本年が、皆さまにとりまして良い年となるようお祈り申し上げます。

21世紀が始まり、すでに四半世紀が経ちました。先進国では、前世紀の科学や技術、流通の発展により、衣食住の心配はかなり減りました。またワクチンや抗生物質などの医学・薬学の進歩により、多くの病気との戦いで成果が出ています。しかし世界的には、貧困や紛争、気候変動、感染症など数多くの課題が未解決のままとなっています。一方、国内では、少子高齢化、グローバル化の進展、情報技術(IT)、特に今世紀に入ってからのデータサイエンス(DS)や人工知能(AI)技術の発展等により、私たちを取り巻く環境は急速に変化し、先行きが見えにくい時代となっています。

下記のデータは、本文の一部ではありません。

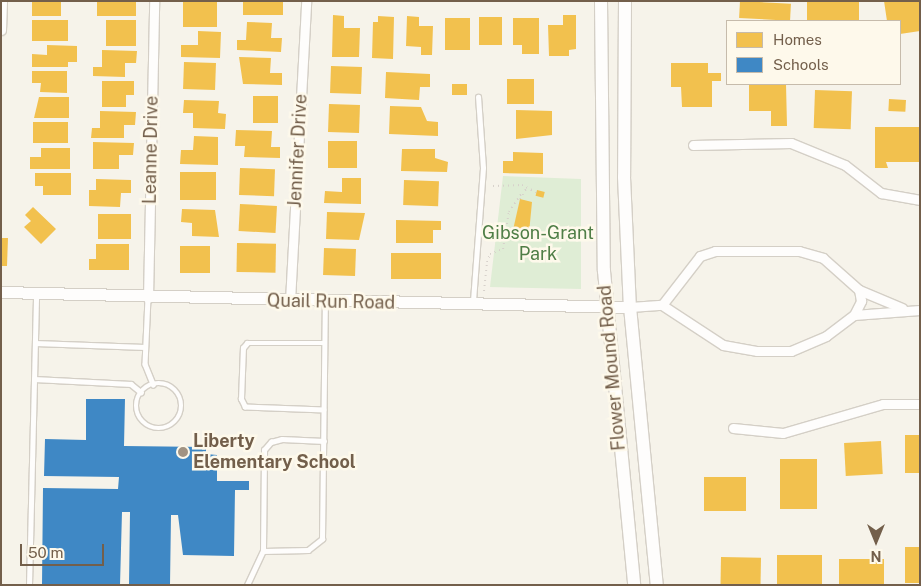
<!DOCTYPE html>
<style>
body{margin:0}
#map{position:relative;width:921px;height:586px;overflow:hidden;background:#f6f3ea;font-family:"Public Sans",sans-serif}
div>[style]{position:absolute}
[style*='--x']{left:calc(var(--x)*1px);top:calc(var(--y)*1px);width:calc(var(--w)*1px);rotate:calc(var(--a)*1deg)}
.green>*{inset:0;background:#dfedd5}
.homes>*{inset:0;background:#f2c14e;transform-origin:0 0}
.schools>*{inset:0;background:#3f88c5}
.path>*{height:2px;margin-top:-1px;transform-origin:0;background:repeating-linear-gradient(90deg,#d7d1cb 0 1px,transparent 0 5px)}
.roads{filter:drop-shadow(1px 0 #d4cfc6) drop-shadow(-1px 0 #d4cfc6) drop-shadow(0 1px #d4cfc6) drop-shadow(0 -1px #d4cfc6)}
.service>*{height:4.5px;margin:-2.25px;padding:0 2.25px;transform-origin:2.25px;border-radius:2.25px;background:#fefdfc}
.service>.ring{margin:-2.25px;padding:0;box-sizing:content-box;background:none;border:4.5px solid #fefdfc;border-radius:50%}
.minor>*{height:9px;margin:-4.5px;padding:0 4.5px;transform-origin:4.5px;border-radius:4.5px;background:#fefdfc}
.tertiary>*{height:11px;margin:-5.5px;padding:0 5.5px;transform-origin:5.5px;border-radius:5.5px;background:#fefdfc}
.secondary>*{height:12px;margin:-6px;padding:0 6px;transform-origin:6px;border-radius:6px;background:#fefdfc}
.dots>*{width:14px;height:14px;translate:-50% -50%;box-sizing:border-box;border:2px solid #fef9eb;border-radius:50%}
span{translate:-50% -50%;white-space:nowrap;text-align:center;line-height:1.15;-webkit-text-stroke:5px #fef9eb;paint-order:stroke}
.street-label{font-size:18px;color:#735f4b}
.park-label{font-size:18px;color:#4f7e46}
.poi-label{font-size:18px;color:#735f4b;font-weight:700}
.left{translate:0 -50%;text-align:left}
.frame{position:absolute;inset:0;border:2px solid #735f4b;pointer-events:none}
.legend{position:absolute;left:726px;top:20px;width:175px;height:65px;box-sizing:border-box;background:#fef9eb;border:1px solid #c6bbab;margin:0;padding:6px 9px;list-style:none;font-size:15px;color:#735f4b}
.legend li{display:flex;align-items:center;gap:10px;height:25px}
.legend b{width:25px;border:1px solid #c6bbab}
.north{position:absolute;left:851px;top:516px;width:50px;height:50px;-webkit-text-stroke:4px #fef9eb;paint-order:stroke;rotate:180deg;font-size:14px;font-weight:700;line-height:20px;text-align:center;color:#735f4b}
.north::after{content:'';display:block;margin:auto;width:18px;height:22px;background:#735f4b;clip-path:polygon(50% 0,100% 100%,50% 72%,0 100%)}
.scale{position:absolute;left:20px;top:544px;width:84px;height:22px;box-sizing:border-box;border:2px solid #735f4b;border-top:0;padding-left:6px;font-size:15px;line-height:18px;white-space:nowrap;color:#735f4b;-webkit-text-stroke:4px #fef9eb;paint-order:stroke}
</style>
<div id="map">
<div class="green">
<i style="clip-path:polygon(503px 176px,581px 179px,581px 289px,490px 287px)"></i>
</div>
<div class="homes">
<i style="left:32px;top:1px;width:29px;height:15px"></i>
<i style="left:97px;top:1px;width:39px;height:15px"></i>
<i style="left:183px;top:1px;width:34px;height:26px"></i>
<i style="left:243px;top:1px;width:40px;height:14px"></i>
<i style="left:740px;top:1px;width:51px;height:17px;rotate:3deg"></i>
<i style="left:807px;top:1px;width:52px;height:19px"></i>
<i style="clip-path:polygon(884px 1px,920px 1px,920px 31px,900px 34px,900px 21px,887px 21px)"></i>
<i style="clip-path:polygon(333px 15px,344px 16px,344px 28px,360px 28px,359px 57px,332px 57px)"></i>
<i style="clip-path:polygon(563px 15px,576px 15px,576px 49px,569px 50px,569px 56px,549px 56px,548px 25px,563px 25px)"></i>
<i style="clip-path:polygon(378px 16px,394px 17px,393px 59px,372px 58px,373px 22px,378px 22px)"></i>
<i style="clip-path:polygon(407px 16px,419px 17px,419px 26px,433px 26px,432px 55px,421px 55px,421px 47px,406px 46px)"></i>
<i style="left:479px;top:17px;width:23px;height:28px"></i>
<i style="left:445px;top:18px;width:25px;height:32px"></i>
<i style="clip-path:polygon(513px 18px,539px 18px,539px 54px,522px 54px,522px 45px,513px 45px)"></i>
<i style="left:32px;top:20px;width:36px;height:21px"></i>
<i style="left:106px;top:20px;width:30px;height:26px"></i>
<i style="clip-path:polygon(247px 22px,272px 23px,271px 38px,282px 38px,281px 52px,237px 50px,237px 40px,246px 40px)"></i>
<i style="clip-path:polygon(198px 31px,221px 32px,220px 58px,181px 57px,181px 45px,198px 45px)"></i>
<i style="clip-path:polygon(47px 45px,77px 46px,77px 62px,68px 62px,68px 67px,32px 67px,32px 54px,47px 55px)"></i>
<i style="clip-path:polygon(102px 50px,137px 51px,136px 63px,125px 63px,125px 77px,93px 76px,93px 67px,102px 67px)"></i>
<i style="clip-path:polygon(239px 57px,271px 58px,270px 73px,282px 73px,282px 85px,243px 84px)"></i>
<i style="left:184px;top:62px;width:32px;height:27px;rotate:2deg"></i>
<i style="clip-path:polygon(671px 63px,708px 63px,708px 73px,721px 73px,721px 81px,712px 81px,712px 107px,682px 107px,681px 87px,671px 87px)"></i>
<i style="left:331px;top:66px;width:31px;height:27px;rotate:2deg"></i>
<i style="clip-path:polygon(32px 71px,67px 71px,67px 93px,40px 92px,41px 83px,32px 83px)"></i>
<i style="clip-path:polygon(386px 72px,430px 74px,430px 87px,420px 87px,419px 100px,385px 98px)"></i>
<i style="left:507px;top:79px;width:27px;height:25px"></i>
<i style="clip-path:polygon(102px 81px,134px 81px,134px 95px,126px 95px,126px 107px,102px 107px)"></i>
<i style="left:452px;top:84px;width:15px;height:11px"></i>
<i style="clip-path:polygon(749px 84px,786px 84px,787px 126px,771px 126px,771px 111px,749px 111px)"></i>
<i style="left:815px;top:90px;width:37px;height:38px;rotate:2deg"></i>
<i style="left:253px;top:96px;width:25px;height:27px"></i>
<i style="clip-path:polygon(39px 97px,69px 97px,69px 118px,34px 118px)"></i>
<i style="left:889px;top:99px;width:17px;height:12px;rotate:3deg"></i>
<i style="clip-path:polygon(184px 100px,219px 101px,218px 113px,226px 114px,225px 129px,193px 128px,193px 113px,183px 113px)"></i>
<i style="left:329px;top:104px;width:31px;height:28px;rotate:2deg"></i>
<i style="clip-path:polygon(390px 106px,421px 107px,427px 121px,438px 122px,438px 136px,389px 134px)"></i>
<i style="clip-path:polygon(516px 110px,552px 111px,552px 135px,516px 139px)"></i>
<i style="clip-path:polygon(100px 111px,136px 112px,135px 125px,124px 125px,124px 138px,91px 138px,92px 128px,100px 128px)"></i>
<i style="left:33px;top:122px;width:35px;height:21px"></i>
<i style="clip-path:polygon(875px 127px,920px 127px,920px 162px,886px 162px,888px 168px,875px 168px)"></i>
<i style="clip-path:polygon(236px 130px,272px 131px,271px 147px,280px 147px,280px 158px,244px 157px,245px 146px,235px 146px)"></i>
<i style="clip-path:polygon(194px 136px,218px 137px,218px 165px,180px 164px,181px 150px,193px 150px)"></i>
<i style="left:328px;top:141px;width:29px;height:27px"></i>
<i style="clip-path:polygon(93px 142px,134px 143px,133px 155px,119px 155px,119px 169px,93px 169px)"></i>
<i style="clip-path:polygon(41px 148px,70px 148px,70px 169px,30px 169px,30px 157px,41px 157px)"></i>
<i style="clip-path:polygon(402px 149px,435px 149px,435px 158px,448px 162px,447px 172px,401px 171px)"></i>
<i style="clip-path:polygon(513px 152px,543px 153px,543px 174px,503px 173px,503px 161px,513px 161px)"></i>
<i style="left:240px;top:168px;width:35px;height:27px;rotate:2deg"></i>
<i style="left:180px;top:172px;width:36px;height:28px"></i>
<i style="clip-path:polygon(35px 173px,71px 173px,71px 195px,43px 195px,43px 186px,35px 186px)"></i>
<i style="clip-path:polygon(342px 178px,361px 178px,361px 204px,324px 203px,325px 191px,342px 192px)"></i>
<i style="clip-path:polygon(96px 179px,131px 180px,131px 193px,121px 193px,120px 207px,89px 206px,89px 190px,96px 190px)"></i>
<i style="left:404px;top:180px;width:35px;height:25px;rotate:2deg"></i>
<i style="left:537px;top:190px;width:8px;height:6px;rotate:14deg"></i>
<i style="clip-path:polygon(520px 199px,532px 202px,529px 233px,513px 230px)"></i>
<i style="left:240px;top:204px;width:37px;height:27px;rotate:3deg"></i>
<i style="clip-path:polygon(33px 207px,56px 229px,41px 244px,24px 227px,31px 221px,25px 215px)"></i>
<i style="clip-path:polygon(182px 209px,215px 210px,219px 237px,192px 236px,192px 223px,181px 222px)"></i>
<i style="clip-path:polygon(327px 212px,365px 213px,359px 240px,326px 239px)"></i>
<i style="left:98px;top:214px;width:33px;height:25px"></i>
<i style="clip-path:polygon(396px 220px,441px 221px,441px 230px,433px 230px,433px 243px,396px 243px)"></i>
<i style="clip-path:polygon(1px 238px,8px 238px,7px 266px,1px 266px)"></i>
<i style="left:237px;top:243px;width:39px;height:29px;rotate:1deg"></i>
<i style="clip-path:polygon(96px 244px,129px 244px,129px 270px,89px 270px,89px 259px,96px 259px)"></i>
<i style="left:180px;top:246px;width:30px;height:27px"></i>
<i style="left:324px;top:248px;width:32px;height:27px;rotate:2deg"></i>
<i style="left:391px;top:253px;width:50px;height:26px"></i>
<i style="left:905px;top:435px;width:15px;height:38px"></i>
<i style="left:881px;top:441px;width:33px;height:37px;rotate:87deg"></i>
<i style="left:780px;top:459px;width:37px;height:50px"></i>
<i style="left:704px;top:477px;width:42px;height:34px"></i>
<i style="left:920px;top:547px;width:36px;height:15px;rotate:90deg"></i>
<i style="left:777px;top:555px;width:45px;height:30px"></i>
<i style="left:721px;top:557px;width:40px;height:28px;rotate:1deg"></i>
<i style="left:839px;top:559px;width:45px;height:26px"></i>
</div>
<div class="schools">
<i style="clip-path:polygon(86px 399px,125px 399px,124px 446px,206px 447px,206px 454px,217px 455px,217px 481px,249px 481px,249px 490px,235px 490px,234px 556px,183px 555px,178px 515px,171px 515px,170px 585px,129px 585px,130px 512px,122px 512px,120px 585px,42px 585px,43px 488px,118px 489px,119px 477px,44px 476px,45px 439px,86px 440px)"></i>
</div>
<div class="path">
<i style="--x:493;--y:186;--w:29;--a:-2"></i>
<i style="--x:522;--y:185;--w:16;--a:27"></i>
<i style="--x:520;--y:199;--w:12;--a:-59"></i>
<i style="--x:506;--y:236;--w:8;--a:7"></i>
<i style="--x:514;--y:237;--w:8;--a:-45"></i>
<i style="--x:484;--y:291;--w:29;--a:-84"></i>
<i style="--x:487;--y:262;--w:9;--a:-69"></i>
<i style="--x:490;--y:254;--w:14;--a:-21"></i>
<i style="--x:503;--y:249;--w:37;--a:-81"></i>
<i style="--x:509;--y:212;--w:23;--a:-56"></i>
</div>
<div class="roads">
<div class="service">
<i style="--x:148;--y:298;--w:66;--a:92.6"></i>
<i style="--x:145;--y:364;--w:22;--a:68"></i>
<i style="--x:473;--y:301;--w:133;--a:-85.7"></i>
<i style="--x:483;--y:168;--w:71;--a:-94"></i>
<i style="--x:35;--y:343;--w:110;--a:2.1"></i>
<i style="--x:34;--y:379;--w:97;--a:3"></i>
<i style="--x:131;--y:384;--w:13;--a:39"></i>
<i class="ring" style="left:136px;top:383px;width:41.5px;height:41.5px"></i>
<i style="--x:324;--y:410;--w:79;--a:-177.8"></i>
<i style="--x:245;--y:407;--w:9;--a:-117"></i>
<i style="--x:241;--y:399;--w:51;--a:-87.8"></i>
<i style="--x:243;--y:348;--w:6;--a:-51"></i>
<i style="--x:247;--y:343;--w:78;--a:0"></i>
<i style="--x:263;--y:551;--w:45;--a:-1.3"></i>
<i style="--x:308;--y:550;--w:18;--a:-38"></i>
<i style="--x:322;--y:539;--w:237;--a:-89.3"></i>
<i style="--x:29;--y:585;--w:291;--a:-88.6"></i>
<i style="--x:247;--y:585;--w:38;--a:-65"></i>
<i style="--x:263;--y:551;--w:101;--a:-89.4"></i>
<i style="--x:264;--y:450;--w:11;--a:-49"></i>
<i style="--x:271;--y:442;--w:11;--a:-15"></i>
<i style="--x:282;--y:439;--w:42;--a:2.7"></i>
</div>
<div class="minor">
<i style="--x:1;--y:30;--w:29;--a:-88"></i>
<i style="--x:693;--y:145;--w:98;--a:-1.2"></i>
<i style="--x:791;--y:143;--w:58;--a:22.2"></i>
<i style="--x:845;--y:165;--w:46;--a:37.9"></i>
<i style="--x:881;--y:193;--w:40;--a:10"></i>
<i style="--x:148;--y:298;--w:297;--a:-88.8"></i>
<i style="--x:290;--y:301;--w:300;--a:-86.9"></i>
<i style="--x:662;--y:305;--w:62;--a:-52.2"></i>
<i style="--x:700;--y:256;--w:16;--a:-18"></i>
<i style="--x:715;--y:251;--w:84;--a:0"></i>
<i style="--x:799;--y:251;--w:25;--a:16"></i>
<i style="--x:823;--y:258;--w:48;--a:41.6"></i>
<i style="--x:859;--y:290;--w:47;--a:22.7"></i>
<i style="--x:630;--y:307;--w:32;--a:-4"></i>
<i style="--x:662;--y:305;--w:73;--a:33.3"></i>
<i style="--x:723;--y:345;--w:35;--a:10"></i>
<i style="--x:757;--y:351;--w:34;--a:0"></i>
<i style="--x:791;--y:351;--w:38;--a:-23"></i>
<i style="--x:826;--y:336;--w:35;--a:-37"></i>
<i style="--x:854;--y:315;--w:66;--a:-4.3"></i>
<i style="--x:854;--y:315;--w:16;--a:-63"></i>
<i style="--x:861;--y:301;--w:11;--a:-100"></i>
<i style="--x:733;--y:428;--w:50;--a:5.7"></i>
<i style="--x:783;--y:433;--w:104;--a:-16.2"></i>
<i style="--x:883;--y:404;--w:37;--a:0"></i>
</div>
<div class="tertiary">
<i style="--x:1;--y:292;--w:629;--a:1.37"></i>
</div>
<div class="secondary">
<i style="--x:601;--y:1;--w:270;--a:89.4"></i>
<i style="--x:604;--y:271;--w:315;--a:84.5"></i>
<i style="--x:625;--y:1;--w:176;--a:90.3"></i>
<i style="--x:624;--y:177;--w:130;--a:87.4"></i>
<i style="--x:630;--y:307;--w:279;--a:84.5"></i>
</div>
</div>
<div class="dots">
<i style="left:183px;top:452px;background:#a19383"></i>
</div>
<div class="street-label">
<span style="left:151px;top:150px;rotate:-89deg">Leanne Drive</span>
<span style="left:298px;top:151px;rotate:-87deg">Jennifer Drive</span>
<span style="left:331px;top:302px;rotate:1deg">Quail Run Road</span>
<span style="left:612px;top:368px;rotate:-95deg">Flower Mound Road</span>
</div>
<div class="park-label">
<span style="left:538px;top:244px">Gibson-Grant<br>Park</span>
</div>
<div class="poi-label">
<span class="left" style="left:193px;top:452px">Liberty<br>Elementary School</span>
</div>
<div class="frame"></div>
<ul class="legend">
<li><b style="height:14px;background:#f2c14e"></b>Homes</li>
<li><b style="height:14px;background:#3f88c5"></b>Schools</li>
</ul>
<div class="north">N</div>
<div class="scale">50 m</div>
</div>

本学は、創立以来この92年の間、社会の中核を担う人材を育成し、多くの卒業生が社会の至る所で活躍することで評価されています。そのような中核となる人材の育成こそが、多くの課題を解決し、社会を発展させる上で重要と考えています。9学部31学科、大学院10研究科34専攻が一つのキャンパスに集まり、約2万人の学生と4,000人超の教職員が密な交流を重ねる環境で、多様性を尊重し、豊かな感受性を育み、他では磨かれない人格を陶冶できるよう、その整備にさらに力を注ぐ所存です。

本学はその特徴から学際的な交流を生み、偶然の出会いから新しい価値が生まれる「セレンディピティ」に満ちています。その幸運を「教育」「研究」「医療」「社会貢献」のそれぞれの分野で存分に活かし、新たなチャレンジを続けてまいります。令和8年の干支は丙午(ひのえうま)で、情熱や変化を象徴し、エネルギーに満ちた年とされています。この力強い機運を味方にして、未来を切り拓く「知の拠点」として進んでまいります。

本年も何卒よろしくお願い申し上げます。